Second, the implementation of protective measures for high-risk individuals would be practically challenging. For simplicity, our mathematical model assumes an idealistic scenario where high-risk individuals in the protected group are unaffected by the pandemic. However, complete protection may not be possible in reality, and prolonged isolation of a large portion of the society would be liable to cause social tensions. Given the existence of high rates of multi-generational families in many countries or settings, implementation of any form of age-targeted strategies, including our strategy, is difficult. In reality, the protective measure would be implemented as comprehensive and detailed lists of guidelines, rather than centralized control of people’s behavior. For example, the protective measure in our framework might be implemented as the advice for elderly people living on their own to have their essentials delivered to their home and to meet their acquaintances outside rather than inside32. Since public obedience is always a major issue for such guidelines, assessment based on the proposed approach should be seen as an “upper bound” for the effectiveness of age-diversified control schemes.

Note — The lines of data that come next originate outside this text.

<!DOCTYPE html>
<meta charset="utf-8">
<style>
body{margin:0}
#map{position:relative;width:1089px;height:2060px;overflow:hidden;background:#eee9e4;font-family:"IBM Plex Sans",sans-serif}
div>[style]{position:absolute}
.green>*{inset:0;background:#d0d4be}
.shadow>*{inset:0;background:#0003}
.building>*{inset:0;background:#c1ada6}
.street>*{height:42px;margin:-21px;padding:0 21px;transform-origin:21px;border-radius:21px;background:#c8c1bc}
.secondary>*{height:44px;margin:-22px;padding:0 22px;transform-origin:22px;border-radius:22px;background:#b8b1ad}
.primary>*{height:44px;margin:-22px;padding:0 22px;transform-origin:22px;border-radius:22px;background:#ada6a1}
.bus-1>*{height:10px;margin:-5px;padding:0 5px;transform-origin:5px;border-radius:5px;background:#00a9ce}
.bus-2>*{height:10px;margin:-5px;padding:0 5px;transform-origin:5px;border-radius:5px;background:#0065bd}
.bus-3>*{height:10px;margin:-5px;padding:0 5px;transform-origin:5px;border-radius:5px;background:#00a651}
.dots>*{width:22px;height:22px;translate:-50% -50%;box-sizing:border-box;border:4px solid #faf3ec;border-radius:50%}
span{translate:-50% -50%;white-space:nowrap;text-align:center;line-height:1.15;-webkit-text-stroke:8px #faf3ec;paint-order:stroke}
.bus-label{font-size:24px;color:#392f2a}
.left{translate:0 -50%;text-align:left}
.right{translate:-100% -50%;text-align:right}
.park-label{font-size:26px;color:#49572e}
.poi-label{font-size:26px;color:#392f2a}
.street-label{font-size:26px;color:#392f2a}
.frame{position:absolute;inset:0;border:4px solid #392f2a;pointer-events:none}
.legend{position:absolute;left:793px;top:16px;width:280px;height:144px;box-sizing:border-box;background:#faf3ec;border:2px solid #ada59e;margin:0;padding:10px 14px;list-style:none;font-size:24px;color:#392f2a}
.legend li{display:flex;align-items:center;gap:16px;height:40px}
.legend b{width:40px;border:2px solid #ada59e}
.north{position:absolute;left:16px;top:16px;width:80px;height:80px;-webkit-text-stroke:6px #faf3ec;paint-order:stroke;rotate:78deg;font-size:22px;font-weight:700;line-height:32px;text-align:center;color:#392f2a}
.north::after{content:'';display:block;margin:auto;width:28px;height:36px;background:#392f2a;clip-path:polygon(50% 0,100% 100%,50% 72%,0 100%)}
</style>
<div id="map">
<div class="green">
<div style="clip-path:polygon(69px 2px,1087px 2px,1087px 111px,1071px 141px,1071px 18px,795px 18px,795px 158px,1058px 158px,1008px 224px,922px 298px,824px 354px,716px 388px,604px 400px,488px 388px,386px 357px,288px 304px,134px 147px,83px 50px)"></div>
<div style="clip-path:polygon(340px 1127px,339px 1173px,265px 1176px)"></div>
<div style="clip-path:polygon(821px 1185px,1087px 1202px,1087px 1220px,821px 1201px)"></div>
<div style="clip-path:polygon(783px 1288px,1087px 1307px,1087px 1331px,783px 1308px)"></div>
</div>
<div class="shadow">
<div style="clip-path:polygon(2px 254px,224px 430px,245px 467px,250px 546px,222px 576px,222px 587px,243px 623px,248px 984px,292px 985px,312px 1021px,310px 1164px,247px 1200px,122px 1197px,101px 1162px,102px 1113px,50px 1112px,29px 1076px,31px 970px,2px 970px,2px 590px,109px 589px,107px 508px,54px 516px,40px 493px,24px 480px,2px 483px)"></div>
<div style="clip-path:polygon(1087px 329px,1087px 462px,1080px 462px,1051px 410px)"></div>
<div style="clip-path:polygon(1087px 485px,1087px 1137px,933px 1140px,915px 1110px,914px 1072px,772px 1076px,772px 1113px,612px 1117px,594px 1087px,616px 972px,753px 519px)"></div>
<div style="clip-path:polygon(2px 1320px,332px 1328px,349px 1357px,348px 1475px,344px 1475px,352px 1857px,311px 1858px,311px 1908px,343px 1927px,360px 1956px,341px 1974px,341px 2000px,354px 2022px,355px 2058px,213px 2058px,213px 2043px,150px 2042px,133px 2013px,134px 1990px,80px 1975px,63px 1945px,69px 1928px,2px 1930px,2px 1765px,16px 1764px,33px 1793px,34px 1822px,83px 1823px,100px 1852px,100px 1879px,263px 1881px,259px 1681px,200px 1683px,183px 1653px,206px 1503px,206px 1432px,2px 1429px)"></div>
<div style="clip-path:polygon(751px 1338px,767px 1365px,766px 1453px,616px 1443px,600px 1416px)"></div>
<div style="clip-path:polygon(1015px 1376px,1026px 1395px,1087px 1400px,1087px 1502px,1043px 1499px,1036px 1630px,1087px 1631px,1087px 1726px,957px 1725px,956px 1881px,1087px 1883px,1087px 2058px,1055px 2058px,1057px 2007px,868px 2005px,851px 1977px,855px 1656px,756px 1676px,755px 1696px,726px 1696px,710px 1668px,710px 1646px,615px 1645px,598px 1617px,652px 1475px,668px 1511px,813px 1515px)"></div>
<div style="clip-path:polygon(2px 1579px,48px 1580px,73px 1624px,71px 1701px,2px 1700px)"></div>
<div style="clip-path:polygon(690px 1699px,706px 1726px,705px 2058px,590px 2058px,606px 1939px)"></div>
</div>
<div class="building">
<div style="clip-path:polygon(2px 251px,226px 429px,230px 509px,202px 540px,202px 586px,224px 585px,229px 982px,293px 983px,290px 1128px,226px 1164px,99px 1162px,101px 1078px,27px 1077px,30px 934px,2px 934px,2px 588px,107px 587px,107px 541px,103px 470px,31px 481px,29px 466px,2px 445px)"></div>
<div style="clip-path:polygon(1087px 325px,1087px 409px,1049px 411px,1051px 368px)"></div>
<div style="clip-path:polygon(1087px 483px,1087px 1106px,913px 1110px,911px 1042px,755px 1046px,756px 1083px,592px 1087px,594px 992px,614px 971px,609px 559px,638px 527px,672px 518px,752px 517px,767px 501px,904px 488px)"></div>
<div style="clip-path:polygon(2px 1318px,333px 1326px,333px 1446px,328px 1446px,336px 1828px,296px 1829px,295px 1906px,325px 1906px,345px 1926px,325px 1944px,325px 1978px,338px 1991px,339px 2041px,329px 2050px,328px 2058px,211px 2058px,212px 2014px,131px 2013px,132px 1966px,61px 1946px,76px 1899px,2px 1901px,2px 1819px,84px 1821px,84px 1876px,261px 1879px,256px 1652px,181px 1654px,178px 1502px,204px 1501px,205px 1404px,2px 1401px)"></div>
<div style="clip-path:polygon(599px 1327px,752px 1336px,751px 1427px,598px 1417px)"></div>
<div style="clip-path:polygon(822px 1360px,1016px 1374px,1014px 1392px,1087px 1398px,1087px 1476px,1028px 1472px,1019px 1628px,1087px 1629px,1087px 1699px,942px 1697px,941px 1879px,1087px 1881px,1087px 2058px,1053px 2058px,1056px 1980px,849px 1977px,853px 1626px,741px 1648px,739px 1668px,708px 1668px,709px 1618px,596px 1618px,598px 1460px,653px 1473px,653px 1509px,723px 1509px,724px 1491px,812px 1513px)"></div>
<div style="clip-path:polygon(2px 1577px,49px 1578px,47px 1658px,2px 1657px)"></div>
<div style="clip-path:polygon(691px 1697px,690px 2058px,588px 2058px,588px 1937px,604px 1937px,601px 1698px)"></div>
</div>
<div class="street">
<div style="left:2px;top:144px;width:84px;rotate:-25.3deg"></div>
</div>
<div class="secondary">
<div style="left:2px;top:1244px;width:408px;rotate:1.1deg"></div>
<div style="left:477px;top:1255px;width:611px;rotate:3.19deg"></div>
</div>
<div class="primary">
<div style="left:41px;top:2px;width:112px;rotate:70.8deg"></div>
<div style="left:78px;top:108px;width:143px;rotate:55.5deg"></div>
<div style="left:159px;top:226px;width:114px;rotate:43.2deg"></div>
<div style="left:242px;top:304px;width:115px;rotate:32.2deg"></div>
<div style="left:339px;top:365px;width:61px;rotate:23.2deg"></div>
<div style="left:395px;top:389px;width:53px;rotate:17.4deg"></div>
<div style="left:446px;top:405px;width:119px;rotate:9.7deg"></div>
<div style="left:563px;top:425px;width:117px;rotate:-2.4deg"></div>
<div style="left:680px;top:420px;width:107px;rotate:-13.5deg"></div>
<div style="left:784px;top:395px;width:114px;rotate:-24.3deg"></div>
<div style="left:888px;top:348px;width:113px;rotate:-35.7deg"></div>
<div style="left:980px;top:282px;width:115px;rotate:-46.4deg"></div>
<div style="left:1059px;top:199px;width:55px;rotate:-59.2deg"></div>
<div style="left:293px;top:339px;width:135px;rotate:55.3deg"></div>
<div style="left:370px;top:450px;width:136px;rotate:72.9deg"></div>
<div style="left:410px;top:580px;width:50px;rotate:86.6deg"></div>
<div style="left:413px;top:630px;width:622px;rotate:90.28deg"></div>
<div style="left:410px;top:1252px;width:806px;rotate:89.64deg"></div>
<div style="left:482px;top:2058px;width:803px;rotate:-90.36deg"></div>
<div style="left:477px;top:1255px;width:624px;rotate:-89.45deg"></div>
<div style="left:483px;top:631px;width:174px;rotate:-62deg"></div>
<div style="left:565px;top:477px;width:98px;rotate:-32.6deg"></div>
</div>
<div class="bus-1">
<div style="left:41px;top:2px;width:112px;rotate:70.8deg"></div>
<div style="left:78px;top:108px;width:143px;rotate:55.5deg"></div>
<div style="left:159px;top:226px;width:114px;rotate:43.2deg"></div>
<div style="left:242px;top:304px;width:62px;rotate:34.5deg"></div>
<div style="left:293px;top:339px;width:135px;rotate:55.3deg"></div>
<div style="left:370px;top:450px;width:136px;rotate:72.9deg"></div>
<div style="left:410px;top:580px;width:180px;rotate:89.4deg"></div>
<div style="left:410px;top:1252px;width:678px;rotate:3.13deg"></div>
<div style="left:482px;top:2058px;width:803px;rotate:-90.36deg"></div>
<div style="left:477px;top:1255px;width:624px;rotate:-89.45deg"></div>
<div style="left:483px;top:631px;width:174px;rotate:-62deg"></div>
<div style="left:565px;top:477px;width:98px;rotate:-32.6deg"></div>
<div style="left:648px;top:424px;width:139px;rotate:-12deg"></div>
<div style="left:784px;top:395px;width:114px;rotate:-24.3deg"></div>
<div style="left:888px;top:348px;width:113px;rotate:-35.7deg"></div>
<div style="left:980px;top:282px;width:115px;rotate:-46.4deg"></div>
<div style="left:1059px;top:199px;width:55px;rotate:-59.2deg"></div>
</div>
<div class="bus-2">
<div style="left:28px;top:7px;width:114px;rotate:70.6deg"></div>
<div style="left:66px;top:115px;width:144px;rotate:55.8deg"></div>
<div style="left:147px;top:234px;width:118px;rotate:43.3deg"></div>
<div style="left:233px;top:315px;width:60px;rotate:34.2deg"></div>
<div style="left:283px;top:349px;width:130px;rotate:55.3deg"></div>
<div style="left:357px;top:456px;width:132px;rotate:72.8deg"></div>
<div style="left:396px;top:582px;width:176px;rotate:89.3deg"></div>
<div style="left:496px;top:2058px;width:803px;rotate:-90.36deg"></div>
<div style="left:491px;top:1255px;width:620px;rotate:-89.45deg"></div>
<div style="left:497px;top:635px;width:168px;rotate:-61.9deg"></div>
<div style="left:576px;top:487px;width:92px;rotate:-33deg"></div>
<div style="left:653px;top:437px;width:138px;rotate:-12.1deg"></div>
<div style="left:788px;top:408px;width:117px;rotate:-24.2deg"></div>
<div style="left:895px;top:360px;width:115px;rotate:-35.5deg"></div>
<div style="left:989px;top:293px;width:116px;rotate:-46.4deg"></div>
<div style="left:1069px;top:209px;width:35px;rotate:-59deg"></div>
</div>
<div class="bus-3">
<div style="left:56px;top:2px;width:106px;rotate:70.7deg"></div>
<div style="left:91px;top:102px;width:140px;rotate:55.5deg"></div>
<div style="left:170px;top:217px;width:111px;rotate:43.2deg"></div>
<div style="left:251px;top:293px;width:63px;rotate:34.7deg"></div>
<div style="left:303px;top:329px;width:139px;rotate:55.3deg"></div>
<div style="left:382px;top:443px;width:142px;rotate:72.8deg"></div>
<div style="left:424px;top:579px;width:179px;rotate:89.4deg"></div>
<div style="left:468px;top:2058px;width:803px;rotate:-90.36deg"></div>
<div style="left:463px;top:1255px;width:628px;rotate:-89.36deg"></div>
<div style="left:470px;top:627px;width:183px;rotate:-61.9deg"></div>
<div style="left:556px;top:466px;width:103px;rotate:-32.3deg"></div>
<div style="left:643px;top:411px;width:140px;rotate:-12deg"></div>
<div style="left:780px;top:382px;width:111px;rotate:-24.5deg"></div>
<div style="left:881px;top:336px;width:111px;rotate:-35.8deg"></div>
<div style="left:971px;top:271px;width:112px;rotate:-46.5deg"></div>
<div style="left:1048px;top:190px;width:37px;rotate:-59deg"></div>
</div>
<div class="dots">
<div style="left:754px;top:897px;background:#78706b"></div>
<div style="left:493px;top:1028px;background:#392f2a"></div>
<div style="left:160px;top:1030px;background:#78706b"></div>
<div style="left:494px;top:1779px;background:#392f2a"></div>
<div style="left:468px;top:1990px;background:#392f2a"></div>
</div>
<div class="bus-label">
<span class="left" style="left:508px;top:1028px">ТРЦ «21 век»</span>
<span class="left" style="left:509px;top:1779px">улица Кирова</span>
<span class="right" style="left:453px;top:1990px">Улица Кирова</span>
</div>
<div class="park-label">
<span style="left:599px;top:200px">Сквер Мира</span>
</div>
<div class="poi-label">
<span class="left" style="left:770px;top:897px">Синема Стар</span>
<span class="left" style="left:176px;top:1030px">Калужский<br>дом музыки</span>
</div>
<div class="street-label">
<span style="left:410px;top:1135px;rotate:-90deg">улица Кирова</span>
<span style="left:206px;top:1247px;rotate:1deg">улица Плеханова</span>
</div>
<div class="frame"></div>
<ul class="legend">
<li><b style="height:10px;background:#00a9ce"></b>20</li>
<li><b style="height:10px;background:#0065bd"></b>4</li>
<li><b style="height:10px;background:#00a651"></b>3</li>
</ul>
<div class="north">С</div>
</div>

Third, our analyses assume lifelong immunity after recovery for simplicity. However, how long immunity against severe acute respiratory syndrome-coronavirus 2 (SARS-CoV-2) lasts or whether we can develop sufficient immunity against SARS-CoV-2 in the first place remains unknown. If sufficient immunity against the virus cannot be developed, herd immunity strategies, in general, would fail. Because of unanswered questions regarding the pathogen, including the ones mentioned above, extreme care should be taken before adopting any form of herd immunity policies. Should a herd immunity policy be adopted despite the expected risks, some protective measures for high-risk individuals are promising methods to achieve both social acceptability and feasibility.